How many lines of these entries hold the string "shadow"? Answer with the number alone.
┌─ INFORMATION GIVEN
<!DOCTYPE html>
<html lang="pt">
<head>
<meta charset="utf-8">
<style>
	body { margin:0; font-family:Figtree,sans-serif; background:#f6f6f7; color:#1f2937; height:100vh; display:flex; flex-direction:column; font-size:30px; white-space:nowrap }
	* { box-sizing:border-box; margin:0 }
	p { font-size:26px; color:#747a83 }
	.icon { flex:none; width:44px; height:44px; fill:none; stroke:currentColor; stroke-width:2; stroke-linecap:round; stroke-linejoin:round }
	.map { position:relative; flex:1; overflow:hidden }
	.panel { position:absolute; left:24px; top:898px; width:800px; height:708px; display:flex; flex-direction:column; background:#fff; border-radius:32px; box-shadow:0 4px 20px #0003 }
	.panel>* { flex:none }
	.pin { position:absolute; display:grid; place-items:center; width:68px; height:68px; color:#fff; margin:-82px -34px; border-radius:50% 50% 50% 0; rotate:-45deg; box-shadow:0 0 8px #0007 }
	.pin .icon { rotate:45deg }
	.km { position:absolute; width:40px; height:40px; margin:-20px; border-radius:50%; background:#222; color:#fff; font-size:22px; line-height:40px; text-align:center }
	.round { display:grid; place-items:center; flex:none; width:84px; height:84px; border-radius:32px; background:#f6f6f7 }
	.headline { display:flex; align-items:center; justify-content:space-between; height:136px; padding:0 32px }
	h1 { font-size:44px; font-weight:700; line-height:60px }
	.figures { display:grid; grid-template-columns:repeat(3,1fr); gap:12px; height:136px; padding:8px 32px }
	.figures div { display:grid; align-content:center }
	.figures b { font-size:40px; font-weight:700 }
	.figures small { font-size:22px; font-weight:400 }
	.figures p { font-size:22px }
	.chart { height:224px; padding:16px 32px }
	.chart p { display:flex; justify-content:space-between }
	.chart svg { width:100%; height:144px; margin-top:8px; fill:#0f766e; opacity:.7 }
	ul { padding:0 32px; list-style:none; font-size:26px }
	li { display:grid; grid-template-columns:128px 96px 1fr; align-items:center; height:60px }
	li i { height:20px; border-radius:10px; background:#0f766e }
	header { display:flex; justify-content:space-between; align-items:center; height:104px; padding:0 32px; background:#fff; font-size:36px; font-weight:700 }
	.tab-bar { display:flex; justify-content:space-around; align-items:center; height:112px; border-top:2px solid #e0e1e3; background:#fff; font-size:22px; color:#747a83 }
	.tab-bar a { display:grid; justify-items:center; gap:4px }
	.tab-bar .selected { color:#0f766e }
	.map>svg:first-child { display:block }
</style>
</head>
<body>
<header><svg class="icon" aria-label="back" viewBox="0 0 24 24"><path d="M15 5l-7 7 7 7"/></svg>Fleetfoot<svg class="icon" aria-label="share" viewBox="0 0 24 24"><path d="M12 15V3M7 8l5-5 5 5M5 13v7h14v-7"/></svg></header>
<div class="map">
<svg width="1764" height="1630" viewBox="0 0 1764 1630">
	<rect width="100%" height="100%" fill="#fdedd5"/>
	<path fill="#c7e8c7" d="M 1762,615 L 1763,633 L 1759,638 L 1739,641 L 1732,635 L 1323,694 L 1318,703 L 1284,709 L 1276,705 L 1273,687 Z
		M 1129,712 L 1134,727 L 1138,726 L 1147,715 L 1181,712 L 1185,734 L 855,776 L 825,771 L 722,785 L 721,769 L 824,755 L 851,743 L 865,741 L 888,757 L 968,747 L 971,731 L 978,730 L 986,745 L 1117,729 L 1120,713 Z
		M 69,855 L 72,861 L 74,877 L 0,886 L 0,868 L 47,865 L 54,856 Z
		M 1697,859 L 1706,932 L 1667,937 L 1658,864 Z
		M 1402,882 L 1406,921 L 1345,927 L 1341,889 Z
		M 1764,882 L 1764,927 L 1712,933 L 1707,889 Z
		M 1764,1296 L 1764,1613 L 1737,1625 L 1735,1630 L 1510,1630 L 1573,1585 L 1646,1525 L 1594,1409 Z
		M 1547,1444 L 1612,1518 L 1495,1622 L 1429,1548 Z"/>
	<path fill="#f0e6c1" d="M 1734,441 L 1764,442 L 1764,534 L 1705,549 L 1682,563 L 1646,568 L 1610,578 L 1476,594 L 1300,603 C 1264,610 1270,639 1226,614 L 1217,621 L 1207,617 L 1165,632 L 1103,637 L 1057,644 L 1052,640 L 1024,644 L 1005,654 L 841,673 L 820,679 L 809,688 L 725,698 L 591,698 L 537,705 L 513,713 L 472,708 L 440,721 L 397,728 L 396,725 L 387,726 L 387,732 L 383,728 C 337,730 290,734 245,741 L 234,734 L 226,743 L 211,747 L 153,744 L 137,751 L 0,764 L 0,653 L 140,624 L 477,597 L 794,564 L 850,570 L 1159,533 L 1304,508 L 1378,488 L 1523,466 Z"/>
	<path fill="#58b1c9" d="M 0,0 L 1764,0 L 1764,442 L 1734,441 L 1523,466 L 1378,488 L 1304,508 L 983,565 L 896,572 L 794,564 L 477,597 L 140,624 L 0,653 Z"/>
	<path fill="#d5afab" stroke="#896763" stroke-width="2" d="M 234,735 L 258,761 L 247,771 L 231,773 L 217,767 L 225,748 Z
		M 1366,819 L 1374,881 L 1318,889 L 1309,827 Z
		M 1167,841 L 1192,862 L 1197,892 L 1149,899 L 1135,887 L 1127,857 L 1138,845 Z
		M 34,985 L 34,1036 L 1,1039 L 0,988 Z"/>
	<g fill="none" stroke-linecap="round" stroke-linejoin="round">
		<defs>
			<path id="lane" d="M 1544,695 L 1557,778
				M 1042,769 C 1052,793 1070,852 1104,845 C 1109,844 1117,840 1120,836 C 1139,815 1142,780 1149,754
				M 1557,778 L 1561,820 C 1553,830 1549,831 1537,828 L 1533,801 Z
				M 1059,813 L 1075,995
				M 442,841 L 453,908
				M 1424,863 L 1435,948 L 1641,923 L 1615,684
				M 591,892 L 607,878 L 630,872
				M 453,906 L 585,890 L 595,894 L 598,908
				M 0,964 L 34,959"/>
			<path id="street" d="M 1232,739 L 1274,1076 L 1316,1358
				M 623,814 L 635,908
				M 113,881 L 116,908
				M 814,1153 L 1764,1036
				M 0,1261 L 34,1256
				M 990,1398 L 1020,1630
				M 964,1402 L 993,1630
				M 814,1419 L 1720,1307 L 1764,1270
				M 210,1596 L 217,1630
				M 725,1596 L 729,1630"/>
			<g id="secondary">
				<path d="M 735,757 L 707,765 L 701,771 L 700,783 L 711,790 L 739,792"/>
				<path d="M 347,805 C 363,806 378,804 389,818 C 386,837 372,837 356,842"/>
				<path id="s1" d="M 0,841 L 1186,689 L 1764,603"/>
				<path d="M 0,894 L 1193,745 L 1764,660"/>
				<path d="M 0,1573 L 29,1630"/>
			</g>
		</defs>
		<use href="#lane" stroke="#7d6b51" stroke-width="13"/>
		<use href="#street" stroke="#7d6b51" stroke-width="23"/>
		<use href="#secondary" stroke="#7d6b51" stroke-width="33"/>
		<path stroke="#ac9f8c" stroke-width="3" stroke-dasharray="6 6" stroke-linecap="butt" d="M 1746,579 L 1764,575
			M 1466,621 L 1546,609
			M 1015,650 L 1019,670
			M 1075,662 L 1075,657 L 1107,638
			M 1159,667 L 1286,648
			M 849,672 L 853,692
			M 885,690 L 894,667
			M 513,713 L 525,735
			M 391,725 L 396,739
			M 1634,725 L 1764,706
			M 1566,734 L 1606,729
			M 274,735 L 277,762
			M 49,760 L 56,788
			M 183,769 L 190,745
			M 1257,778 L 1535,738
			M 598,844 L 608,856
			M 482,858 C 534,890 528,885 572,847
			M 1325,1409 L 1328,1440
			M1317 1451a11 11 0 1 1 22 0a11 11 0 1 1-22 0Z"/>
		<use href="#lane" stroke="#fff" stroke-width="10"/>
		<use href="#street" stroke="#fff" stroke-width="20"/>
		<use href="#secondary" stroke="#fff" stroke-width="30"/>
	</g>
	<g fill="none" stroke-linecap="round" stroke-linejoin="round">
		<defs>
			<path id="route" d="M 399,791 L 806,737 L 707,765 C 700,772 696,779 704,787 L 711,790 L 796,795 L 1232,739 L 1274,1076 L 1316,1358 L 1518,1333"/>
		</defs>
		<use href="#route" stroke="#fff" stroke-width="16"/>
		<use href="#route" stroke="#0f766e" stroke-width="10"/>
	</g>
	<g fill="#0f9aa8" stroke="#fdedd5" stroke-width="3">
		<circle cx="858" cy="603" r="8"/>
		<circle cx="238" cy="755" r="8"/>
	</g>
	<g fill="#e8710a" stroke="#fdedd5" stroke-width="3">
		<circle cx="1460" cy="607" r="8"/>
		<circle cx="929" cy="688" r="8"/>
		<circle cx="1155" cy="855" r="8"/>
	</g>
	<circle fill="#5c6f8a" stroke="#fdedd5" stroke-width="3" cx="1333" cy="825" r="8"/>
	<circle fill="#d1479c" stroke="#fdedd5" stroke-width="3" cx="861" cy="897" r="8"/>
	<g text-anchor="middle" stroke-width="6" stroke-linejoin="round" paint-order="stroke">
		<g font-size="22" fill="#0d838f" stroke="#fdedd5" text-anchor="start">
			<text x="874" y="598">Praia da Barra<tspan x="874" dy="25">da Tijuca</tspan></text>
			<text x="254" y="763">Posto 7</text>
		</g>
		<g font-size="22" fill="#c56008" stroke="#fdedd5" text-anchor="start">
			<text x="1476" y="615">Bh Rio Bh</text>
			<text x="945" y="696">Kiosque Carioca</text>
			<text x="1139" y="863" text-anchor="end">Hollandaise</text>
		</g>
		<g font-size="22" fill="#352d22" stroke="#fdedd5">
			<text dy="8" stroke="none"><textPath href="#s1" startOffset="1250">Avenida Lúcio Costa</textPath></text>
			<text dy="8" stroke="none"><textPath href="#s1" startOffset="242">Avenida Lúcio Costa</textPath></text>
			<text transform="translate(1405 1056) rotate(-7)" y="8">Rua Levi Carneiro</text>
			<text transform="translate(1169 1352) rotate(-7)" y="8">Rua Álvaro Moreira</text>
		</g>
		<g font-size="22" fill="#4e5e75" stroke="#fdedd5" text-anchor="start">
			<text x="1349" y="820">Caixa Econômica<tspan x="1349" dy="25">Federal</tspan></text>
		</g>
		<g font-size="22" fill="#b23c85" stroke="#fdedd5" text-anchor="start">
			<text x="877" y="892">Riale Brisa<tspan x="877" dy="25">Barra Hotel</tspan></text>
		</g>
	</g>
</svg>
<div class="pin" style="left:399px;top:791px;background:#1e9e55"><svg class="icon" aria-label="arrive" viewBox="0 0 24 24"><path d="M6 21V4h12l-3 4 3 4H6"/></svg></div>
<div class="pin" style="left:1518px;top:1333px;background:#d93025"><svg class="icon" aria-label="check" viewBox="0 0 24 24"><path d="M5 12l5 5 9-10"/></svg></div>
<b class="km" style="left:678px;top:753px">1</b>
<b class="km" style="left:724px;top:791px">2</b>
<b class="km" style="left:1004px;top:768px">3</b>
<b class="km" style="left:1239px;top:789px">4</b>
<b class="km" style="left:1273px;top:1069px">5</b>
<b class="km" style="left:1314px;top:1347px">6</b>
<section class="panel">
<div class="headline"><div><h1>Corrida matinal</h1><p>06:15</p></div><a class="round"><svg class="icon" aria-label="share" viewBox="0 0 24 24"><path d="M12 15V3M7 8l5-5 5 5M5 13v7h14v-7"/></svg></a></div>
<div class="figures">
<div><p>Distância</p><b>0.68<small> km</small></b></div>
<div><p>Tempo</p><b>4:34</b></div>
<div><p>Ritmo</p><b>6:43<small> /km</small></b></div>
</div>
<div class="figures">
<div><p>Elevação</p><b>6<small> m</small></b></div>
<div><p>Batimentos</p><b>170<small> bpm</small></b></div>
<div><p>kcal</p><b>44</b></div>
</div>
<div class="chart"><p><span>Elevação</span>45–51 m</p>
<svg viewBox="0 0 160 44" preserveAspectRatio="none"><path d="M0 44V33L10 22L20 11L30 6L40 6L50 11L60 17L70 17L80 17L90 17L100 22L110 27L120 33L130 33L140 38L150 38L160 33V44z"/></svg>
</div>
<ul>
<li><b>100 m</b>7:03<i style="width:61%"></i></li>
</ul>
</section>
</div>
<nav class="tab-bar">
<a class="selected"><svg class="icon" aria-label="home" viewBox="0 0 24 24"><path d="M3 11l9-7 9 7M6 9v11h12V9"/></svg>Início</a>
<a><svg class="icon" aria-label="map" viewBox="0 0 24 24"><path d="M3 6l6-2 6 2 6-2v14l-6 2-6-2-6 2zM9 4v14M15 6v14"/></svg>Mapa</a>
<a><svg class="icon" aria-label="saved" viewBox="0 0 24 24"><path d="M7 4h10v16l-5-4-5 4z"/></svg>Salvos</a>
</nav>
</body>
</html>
└─
THE COMPLETED TASK —
2